- **Information provided**
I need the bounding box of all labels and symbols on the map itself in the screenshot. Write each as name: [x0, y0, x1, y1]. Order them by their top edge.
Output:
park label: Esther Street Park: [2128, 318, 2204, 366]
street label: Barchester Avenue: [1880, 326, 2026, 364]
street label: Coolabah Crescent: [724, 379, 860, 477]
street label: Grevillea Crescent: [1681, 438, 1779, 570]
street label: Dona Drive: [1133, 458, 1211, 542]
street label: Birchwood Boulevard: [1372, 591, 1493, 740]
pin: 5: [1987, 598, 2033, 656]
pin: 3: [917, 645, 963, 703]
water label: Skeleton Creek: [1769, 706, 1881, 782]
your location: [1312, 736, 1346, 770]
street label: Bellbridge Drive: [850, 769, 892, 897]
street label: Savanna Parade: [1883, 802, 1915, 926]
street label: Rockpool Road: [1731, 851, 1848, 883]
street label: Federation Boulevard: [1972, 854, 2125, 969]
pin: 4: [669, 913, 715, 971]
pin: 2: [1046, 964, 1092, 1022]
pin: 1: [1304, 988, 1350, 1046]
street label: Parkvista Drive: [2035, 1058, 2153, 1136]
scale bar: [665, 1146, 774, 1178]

- **Task to complete**
Give the data again in full, exactly.

- **Reply to the exercise**
I need the bounding box of all labels and symbols on the map itself in the screenshot. Write each as name: [x0, y0, x1, y1]. Order them by their top edge.
Output:
park label: Esther Street Park: [2128, 318, 2204, 366]
street label: Barchester Avenue: [1880, 326, 2026, 364]
street label: Coolabah Crescent: [724, 379, 860, 477]
street label: Grevillea Crescent: [1681, 438, 1779, 570]
street label: Dona Drive: [1133, 458, 1211, 542]
street label: Birchwood Boulevard: [1372, 591, 1493, 740]
pin: 5: [1987, 598, 2033, 656]
pin: 3: [917, 645, 963, 703]
water label: Skeleton Creek: [1769, 706, 1881, 782]
your location: [1312, 736, 1346, 770]
street label: Bellbridge Drive: [850, 769, 892, 897]
street label: Savanna Parade: [1883, 802, 1915, 926]
street label: Rockpool Road: [1731, 851, 1848, 883]
street label: Federation Boulevard: [1972, 854, 2125, 969]
pin: 4: [669, 913, 715, 971]
pin: 2: [1046, 964, 1092, 1022]
pin: 1: [1304, 988, 1350, 1046]
street label: Parkvista Drive: [2035, 1058, 2153, 1136]
scale bar: [665, 1146, 774, 1178]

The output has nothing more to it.